>>

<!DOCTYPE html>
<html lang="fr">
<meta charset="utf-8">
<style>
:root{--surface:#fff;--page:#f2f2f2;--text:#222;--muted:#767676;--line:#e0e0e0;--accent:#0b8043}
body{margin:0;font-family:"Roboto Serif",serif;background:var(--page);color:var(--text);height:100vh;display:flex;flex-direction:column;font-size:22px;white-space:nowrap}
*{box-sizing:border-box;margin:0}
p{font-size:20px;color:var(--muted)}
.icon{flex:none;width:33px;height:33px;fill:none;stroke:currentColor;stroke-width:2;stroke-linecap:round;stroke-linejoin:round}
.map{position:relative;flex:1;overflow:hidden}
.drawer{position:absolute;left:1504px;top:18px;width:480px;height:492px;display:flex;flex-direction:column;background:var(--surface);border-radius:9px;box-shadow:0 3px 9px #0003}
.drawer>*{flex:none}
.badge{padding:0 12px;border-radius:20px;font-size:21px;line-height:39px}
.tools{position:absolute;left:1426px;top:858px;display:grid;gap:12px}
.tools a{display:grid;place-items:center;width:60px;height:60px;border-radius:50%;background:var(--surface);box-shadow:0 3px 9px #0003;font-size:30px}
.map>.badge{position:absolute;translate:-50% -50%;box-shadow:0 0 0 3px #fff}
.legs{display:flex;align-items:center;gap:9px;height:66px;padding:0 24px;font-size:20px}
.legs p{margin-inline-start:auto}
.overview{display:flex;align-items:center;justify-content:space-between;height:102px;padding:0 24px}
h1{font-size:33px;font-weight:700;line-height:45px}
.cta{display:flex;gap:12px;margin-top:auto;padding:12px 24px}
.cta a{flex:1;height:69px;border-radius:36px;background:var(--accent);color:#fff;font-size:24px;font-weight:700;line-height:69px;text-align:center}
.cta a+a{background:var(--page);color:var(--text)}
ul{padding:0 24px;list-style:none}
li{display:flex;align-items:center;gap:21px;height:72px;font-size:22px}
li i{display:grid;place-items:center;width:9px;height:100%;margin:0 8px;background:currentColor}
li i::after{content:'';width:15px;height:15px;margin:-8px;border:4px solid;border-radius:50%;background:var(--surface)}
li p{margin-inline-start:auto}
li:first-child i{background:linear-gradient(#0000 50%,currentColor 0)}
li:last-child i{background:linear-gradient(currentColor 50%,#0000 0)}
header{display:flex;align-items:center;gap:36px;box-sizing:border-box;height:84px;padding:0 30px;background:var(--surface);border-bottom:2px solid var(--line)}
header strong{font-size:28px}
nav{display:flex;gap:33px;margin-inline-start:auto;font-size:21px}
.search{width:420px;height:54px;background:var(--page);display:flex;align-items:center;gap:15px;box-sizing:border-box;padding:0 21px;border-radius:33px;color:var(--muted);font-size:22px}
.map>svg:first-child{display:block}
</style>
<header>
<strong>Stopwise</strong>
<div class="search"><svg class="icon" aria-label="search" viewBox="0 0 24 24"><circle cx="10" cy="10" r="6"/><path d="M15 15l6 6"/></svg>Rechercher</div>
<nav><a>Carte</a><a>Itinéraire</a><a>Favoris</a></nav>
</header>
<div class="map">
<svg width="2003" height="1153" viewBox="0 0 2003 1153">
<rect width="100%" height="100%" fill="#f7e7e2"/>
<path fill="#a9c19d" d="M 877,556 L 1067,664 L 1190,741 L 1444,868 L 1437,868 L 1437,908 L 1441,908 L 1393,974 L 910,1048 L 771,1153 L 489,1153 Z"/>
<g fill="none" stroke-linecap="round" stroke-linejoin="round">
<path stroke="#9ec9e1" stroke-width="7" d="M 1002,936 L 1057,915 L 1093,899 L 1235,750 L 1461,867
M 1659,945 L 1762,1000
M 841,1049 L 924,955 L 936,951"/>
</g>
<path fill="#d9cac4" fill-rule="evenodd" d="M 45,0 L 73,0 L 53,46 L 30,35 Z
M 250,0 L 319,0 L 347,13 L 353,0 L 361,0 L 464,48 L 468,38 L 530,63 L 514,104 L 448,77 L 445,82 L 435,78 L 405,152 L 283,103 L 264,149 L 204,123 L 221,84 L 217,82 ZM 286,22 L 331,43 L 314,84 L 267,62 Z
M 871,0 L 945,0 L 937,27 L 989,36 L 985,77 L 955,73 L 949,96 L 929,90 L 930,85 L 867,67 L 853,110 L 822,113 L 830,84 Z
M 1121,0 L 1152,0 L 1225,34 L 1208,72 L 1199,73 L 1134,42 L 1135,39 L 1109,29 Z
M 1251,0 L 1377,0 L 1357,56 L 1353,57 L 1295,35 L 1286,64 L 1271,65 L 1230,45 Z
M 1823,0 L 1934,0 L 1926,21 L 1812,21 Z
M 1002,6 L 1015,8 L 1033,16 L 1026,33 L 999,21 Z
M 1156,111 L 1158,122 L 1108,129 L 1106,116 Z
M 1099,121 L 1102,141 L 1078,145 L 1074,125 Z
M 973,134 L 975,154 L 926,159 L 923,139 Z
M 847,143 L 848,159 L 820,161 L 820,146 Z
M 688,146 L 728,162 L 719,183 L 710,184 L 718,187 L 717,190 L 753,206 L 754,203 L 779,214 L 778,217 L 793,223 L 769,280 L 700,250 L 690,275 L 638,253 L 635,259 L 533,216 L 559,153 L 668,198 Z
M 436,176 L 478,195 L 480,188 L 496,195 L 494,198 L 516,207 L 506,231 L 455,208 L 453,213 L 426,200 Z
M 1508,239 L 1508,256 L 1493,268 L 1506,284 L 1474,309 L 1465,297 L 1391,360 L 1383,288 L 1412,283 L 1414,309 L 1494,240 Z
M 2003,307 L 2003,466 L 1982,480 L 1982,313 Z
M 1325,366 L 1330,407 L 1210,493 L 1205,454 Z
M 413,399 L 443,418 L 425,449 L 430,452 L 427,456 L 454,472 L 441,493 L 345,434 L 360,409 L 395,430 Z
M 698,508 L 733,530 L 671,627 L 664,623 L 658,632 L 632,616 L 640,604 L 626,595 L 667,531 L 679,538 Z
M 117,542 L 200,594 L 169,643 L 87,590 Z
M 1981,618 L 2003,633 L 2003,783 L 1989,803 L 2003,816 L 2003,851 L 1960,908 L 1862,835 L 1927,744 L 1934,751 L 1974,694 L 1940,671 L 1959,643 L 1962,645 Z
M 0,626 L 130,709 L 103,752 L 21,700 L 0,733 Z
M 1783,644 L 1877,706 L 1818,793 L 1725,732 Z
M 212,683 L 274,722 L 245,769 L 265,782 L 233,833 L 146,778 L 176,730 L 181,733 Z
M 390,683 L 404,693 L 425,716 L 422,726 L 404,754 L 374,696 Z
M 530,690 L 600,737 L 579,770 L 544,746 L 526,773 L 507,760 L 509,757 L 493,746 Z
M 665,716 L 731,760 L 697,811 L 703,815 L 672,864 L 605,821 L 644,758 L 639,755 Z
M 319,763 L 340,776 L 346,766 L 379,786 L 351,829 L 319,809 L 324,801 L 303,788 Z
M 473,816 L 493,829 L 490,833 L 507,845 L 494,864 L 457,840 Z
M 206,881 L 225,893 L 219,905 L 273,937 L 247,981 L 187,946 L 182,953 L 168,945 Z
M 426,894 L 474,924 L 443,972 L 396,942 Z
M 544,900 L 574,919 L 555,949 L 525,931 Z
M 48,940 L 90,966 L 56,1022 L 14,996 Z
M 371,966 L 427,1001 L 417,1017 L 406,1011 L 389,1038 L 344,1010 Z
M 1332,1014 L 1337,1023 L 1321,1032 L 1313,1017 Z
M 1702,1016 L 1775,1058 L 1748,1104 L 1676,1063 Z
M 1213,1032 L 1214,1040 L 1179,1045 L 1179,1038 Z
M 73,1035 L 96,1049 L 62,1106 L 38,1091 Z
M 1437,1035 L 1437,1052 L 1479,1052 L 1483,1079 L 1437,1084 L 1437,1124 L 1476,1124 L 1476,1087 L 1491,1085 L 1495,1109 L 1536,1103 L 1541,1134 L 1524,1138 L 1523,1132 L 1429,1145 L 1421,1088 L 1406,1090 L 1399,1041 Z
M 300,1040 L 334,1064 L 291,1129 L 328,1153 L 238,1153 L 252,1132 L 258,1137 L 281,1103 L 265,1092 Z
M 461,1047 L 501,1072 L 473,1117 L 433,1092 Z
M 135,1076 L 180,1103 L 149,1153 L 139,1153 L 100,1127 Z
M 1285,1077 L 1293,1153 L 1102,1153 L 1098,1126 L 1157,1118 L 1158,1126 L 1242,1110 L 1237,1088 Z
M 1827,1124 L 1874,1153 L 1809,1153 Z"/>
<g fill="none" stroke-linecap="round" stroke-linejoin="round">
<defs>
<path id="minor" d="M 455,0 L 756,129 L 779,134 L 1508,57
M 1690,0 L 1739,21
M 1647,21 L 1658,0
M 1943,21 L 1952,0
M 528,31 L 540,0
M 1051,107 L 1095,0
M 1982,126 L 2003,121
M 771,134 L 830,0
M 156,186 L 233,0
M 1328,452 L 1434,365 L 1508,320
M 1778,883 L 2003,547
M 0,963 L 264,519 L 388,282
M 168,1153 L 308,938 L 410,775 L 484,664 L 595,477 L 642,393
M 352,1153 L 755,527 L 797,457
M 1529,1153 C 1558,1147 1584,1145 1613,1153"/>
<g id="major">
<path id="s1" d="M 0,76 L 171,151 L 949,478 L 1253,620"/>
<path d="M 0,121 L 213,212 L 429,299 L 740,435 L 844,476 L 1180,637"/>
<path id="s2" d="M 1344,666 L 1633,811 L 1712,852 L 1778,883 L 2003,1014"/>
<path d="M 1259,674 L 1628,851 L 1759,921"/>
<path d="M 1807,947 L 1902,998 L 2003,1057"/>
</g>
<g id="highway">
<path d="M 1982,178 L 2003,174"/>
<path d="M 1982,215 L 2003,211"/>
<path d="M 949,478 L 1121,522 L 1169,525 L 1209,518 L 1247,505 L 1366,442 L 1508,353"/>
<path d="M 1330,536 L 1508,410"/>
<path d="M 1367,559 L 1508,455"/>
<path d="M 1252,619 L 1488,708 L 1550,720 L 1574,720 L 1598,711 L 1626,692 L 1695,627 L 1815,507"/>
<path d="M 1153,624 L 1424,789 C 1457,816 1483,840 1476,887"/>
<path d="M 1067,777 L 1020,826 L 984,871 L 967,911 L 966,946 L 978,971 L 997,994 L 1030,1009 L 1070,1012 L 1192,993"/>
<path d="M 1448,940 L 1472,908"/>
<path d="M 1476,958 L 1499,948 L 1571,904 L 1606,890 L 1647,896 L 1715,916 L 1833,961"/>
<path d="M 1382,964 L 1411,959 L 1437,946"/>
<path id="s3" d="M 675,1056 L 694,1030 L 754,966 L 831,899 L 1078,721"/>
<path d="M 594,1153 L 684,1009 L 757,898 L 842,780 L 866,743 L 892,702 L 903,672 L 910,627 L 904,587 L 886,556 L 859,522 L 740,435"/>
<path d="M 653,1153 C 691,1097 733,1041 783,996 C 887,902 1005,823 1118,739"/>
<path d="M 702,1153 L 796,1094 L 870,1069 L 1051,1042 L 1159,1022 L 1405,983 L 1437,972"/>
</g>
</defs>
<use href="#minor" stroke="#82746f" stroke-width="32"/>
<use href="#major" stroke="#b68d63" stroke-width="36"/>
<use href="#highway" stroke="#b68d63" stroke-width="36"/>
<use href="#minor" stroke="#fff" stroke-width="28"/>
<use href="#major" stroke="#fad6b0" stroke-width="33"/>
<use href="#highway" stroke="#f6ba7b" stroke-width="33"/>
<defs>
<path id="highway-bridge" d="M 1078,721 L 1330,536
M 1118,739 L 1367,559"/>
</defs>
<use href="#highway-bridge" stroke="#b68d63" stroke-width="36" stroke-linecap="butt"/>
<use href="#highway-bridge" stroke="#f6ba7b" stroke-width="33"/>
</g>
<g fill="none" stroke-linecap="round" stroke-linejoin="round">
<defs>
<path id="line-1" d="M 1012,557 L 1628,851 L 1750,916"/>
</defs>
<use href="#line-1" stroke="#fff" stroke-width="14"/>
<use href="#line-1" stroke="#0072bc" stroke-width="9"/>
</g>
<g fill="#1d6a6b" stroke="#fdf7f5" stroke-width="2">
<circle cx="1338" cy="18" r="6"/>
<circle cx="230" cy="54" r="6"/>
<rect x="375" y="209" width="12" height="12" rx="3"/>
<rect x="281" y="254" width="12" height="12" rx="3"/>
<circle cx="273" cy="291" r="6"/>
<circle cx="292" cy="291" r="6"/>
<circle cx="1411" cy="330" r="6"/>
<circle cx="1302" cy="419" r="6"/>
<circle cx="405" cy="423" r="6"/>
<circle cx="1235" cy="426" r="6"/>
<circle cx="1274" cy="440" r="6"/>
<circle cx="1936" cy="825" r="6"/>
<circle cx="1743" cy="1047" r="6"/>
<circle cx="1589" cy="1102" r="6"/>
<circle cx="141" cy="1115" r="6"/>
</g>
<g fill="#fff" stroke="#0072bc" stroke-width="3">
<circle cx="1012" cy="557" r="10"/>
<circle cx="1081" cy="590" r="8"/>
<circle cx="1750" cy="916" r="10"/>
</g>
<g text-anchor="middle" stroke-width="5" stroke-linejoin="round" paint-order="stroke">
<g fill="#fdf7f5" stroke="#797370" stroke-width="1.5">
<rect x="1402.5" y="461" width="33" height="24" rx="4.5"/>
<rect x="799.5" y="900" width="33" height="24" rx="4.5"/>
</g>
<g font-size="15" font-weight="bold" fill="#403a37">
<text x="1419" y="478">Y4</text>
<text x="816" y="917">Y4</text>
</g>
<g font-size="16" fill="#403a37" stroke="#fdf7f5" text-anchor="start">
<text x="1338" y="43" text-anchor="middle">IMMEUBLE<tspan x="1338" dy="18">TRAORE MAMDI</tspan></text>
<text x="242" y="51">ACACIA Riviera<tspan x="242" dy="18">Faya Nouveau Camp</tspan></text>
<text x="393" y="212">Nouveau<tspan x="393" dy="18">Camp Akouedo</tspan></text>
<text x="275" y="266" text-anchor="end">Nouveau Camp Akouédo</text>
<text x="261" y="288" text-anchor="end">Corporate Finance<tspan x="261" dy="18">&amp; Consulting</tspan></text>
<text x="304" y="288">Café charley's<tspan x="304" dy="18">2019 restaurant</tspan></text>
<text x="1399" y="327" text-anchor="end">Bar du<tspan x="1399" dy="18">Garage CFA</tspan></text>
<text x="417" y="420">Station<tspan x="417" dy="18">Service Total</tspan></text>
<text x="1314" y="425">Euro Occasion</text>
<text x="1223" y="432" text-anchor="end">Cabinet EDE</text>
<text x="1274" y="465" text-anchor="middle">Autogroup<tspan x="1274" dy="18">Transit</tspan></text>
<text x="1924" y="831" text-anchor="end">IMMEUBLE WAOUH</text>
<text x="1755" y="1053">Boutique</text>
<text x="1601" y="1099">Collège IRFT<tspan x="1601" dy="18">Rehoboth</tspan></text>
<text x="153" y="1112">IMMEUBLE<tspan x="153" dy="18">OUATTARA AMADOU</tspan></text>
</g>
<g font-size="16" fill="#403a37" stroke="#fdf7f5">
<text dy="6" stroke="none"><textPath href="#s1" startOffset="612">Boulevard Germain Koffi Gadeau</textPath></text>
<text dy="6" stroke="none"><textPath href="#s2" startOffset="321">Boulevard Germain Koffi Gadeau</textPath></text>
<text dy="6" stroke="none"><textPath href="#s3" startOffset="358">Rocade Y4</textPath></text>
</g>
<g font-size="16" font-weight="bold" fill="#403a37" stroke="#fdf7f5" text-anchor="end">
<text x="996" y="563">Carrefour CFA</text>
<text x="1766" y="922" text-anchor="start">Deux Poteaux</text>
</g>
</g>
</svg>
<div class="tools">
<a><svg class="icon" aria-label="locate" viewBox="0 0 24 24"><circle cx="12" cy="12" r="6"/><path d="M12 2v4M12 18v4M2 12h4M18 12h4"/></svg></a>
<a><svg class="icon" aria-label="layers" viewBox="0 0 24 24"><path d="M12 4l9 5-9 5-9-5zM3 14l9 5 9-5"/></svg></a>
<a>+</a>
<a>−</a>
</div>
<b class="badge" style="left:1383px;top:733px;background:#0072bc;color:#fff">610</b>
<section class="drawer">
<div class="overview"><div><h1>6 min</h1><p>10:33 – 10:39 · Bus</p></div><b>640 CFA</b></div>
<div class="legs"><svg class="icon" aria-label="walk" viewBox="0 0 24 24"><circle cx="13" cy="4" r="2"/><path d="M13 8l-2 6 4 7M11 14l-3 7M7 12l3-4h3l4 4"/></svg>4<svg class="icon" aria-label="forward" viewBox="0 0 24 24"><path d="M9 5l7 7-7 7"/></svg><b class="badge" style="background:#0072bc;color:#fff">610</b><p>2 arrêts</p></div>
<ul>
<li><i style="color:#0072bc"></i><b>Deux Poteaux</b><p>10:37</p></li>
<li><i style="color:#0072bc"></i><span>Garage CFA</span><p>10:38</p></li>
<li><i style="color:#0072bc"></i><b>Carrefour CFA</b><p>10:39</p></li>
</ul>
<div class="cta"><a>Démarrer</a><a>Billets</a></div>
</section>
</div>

<<

▸ Work to be completed
Each line of the entries holding the string "direction" should be found and copied.

▸ Solution
body{margin:0;font-family:"Roboto Serif",serif;background:var(--page);color:var(--text);height:100vh;display:flex;flex-direction:column;font-size:22px;white-space:nowrap}
.drawer{position:absolute;left:1504px;top:18px;width:480px;height:492px;display:flex;flex-direction:column;background:var(--surface);border-radius:9px;box-shadow:0 3px 9px #0003}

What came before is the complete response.